» TASK MATERIAL:
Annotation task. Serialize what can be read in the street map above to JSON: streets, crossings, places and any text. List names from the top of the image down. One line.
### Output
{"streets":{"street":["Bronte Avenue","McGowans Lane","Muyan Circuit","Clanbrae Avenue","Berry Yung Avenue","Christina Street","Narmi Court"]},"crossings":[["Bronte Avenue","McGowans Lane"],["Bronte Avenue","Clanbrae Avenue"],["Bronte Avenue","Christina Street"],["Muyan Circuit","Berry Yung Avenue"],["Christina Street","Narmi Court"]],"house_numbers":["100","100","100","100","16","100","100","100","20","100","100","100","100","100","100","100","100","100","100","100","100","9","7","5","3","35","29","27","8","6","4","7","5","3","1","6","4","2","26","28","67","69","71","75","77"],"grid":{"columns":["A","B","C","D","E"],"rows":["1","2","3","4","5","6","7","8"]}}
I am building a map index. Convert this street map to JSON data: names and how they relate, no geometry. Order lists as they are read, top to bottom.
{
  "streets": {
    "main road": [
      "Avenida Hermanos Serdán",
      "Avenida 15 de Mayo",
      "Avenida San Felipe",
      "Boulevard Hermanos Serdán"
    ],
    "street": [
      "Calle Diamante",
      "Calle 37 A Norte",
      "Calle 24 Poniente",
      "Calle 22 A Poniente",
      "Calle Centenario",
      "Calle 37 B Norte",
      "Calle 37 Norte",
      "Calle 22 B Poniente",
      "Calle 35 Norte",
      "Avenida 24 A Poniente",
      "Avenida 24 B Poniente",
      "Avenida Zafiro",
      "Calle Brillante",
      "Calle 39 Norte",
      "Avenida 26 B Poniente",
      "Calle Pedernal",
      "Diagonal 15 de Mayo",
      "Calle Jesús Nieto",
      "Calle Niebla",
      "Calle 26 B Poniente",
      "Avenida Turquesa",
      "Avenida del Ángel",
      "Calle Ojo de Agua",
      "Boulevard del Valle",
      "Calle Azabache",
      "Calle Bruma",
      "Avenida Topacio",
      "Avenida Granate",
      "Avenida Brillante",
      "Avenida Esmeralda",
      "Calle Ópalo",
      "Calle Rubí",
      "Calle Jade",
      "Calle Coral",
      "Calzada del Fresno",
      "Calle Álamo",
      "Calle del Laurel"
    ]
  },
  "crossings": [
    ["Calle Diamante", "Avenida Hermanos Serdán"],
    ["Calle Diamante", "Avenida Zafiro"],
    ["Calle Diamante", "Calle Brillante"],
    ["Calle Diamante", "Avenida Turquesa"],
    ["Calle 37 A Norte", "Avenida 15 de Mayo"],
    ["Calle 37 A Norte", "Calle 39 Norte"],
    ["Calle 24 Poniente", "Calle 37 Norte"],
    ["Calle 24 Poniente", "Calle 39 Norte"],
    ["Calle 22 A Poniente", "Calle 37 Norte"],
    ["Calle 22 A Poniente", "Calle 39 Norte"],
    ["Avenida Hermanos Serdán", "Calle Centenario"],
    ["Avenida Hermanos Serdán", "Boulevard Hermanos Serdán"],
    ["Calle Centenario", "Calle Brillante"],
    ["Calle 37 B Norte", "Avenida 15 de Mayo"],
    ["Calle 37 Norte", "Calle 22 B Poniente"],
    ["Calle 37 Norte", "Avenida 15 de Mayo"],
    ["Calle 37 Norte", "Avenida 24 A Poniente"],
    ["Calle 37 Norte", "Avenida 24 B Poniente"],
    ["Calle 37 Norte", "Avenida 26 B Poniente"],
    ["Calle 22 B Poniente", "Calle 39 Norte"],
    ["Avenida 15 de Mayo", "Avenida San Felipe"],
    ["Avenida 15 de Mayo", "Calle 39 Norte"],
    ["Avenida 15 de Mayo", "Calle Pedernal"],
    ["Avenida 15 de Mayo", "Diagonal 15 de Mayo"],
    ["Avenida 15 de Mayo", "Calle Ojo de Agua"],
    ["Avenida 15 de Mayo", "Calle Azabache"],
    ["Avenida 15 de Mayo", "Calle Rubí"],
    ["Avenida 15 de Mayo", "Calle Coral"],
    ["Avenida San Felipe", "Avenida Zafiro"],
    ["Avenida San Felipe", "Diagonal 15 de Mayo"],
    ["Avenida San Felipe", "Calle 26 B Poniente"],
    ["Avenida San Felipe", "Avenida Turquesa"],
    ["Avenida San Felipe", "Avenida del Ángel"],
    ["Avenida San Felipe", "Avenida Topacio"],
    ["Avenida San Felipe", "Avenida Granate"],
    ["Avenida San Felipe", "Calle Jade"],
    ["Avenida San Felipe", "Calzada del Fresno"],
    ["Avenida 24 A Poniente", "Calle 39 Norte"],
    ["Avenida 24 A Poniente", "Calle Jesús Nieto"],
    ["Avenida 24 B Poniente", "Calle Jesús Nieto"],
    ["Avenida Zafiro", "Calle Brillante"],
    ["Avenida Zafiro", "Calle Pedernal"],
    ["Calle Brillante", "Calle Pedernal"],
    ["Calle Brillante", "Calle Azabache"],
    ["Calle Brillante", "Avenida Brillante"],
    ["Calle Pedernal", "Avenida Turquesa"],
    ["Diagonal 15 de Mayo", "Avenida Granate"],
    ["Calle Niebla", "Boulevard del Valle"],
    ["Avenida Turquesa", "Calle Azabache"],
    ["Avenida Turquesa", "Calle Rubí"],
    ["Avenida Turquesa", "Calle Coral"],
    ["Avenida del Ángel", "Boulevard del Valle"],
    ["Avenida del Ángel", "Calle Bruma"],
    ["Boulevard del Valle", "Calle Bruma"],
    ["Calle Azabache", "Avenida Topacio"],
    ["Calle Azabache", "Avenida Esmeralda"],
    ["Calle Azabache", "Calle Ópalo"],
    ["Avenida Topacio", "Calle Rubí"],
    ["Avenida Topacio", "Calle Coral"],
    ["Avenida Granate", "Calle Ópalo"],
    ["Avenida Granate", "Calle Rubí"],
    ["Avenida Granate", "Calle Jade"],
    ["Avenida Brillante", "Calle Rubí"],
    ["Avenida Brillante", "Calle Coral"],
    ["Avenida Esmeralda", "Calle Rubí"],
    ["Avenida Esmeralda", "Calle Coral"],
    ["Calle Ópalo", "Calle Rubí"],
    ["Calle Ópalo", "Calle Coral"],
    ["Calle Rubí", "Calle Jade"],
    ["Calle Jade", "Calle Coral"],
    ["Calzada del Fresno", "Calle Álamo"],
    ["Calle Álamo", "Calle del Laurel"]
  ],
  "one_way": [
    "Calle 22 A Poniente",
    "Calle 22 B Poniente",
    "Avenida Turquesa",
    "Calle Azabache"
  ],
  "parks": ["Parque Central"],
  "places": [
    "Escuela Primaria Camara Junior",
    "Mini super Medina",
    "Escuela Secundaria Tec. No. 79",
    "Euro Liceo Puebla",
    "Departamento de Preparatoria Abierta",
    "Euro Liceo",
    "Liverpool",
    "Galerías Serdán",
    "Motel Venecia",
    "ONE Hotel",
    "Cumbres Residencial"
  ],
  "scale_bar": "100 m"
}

» WHAT YOU SHOULD DO: Count the lines of the entries above in which the string "Centenario" appears. Supply the number only.

» WRITTEN ANSWER: 3